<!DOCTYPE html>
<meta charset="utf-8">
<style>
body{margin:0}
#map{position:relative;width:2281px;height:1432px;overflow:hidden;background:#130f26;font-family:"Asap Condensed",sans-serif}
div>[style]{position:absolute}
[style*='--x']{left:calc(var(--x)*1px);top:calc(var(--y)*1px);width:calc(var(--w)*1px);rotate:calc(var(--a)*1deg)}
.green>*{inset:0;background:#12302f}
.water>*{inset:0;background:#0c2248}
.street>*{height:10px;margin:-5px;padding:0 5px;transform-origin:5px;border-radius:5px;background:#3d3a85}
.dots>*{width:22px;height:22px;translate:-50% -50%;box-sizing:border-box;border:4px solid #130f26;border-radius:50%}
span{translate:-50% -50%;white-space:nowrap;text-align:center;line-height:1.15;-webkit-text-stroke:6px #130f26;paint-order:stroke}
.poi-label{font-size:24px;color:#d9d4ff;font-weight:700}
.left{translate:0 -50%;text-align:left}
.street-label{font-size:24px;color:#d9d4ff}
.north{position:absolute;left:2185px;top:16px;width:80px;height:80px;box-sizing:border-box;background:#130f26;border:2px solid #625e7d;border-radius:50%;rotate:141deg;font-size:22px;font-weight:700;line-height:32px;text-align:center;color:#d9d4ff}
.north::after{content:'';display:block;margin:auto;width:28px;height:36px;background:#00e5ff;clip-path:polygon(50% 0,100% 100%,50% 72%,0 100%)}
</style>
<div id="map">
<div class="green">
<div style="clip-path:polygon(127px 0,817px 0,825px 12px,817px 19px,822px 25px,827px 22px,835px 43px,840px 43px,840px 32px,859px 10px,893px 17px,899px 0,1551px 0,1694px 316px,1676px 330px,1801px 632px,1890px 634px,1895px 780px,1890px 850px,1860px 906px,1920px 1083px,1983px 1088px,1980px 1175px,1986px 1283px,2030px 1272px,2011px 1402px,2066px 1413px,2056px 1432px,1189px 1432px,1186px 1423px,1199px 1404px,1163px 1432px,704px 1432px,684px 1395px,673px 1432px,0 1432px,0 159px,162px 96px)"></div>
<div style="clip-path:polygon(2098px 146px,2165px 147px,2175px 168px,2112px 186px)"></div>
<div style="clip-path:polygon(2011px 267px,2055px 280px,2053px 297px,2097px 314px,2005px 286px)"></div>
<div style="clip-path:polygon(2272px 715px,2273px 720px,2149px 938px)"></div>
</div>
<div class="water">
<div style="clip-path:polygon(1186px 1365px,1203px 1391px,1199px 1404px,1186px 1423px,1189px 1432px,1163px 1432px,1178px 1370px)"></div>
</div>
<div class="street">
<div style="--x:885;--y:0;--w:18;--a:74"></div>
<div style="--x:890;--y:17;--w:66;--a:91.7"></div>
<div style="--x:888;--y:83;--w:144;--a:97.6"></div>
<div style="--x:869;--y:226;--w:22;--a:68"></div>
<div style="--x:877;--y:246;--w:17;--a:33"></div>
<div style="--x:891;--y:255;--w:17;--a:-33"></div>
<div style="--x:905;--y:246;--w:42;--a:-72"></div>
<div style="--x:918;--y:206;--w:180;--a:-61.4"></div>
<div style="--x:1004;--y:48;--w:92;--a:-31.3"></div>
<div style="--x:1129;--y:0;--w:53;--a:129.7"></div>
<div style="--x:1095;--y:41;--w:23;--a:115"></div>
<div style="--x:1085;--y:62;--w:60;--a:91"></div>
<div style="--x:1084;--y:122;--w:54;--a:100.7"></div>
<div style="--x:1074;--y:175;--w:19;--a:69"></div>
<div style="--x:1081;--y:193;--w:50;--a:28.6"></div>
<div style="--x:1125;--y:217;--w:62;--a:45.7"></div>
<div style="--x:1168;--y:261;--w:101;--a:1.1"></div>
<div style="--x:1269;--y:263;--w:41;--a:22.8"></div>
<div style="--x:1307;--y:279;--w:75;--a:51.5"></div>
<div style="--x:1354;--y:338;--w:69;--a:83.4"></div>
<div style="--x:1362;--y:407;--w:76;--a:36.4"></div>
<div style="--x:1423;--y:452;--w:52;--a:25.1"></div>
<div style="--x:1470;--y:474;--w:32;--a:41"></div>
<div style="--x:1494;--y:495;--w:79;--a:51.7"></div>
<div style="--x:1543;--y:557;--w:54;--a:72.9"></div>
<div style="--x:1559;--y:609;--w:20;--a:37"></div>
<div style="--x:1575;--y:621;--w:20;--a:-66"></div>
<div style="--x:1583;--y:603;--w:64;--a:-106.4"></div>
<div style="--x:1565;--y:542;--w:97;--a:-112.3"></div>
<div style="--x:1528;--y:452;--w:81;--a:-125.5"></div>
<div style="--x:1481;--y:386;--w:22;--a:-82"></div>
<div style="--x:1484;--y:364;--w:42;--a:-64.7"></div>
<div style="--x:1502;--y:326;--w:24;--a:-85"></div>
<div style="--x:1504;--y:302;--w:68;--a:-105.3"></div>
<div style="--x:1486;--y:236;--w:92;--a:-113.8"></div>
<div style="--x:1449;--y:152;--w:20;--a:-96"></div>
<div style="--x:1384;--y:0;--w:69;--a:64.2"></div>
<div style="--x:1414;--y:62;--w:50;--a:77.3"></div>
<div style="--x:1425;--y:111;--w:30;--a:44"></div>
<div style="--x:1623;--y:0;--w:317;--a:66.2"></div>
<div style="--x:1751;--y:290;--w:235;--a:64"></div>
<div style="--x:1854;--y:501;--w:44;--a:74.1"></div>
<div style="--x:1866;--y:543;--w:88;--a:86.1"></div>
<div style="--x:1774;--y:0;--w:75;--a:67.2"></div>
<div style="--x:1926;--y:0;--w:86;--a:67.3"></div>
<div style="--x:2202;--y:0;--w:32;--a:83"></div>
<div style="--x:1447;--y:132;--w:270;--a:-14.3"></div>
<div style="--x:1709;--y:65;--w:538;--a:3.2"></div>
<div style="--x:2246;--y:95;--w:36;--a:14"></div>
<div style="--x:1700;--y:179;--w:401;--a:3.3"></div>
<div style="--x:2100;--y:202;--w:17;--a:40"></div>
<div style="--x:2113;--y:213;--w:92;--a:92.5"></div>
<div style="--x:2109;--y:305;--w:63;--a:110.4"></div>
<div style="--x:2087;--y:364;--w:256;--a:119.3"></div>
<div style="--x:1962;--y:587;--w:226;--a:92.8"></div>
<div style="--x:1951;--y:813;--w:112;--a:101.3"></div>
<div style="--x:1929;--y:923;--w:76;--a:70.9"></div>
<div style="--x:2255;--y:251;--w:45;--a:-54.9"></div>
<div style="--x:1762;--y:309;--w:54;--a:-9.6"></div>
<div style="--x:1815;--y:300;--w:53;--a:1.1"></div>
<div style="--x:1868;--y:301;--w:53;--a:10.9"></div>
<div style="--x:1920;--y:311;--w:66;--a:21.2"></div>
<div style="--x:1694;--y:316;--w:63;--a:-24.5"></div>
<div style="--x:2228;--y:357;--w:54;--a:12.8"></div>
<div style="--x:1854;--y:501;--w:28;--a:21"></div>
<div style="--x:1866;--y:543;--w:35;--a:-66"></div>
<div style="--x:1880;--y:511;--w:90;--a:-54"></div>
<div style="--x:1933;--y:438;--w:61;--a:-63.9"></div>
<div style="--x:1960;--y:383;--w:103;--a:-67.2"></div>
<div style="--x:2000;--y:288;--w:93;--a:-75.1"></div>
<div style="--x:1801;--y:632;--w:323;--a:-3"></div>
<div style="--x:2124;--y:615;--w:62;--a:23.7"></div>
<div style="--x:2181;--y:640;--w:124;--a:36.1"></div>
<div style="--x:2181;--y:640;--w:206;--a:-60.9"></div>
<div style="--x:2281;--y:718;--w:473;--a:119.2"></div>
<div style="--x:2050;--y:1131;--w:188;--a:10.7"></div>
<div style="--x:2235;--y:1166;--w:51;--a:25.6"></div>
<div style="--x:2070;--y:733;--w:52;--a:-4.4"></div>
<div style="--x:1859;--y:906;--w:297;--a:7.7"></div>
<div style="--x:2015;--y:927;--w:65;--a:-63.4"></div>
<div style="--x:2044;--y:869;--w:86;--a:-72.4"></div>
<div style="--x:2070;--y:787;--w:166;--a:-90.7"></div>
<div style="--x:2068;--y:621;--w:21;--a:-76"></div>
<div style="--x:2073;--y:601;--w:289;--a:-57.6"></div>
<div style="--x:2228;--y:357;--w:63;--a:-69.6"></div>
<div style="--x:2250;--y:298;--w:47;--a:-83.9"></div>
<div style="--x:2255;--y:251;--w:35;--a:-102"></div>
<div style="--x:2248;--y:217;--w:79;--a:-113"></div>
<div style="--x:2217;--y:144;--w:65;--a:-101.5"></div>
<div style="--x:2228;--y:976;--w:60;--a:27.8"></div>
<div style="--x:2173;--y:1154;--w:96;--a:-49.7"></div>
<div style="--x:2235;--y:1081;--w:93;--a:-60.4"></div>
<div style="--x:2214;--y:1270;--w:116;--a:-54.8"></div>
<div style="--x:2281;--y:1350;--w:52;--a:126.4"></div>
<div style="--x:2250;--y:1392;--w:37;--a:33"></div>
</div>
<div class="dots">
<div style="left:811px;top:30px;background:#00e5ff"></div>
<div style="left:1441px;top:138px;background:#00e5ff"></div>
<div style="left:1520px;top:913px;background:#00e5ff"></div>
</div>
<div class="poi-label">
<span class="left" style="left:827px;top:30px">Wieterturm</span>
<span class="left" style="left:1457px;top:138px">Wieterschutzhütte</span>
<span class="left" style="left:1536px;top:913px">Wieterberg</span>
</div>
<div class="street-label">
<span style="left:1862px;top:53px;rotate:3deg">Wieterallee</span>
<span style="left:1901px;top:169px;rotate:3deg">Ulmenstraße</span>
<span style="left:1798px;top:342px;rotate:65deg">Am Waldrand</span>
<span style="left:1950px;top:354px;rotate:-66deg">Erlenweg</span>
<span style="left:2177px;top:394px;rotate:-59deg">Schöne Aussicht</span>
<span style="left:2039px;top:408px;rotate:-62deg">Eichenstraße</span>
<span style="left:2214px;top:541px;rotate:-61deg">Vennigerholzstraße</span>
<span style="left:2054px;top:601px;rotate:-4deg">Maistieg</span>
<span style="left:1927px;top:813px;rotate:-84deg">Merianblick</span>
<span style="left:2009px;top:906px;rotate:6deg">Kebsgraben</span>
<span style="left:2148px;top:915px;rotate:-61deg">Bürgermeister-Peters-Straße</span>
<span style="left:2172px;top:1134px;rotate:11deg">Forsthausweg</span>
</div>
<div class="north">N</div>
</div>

» **WHAT YOU WILL DO**:
Look through the entries above and find each line where the word "inset" occurs; copy those lines.

» **REPLY**:
.green>*{inset:0;background:#12302f}
.water>*{inset:0;background:#0c2248}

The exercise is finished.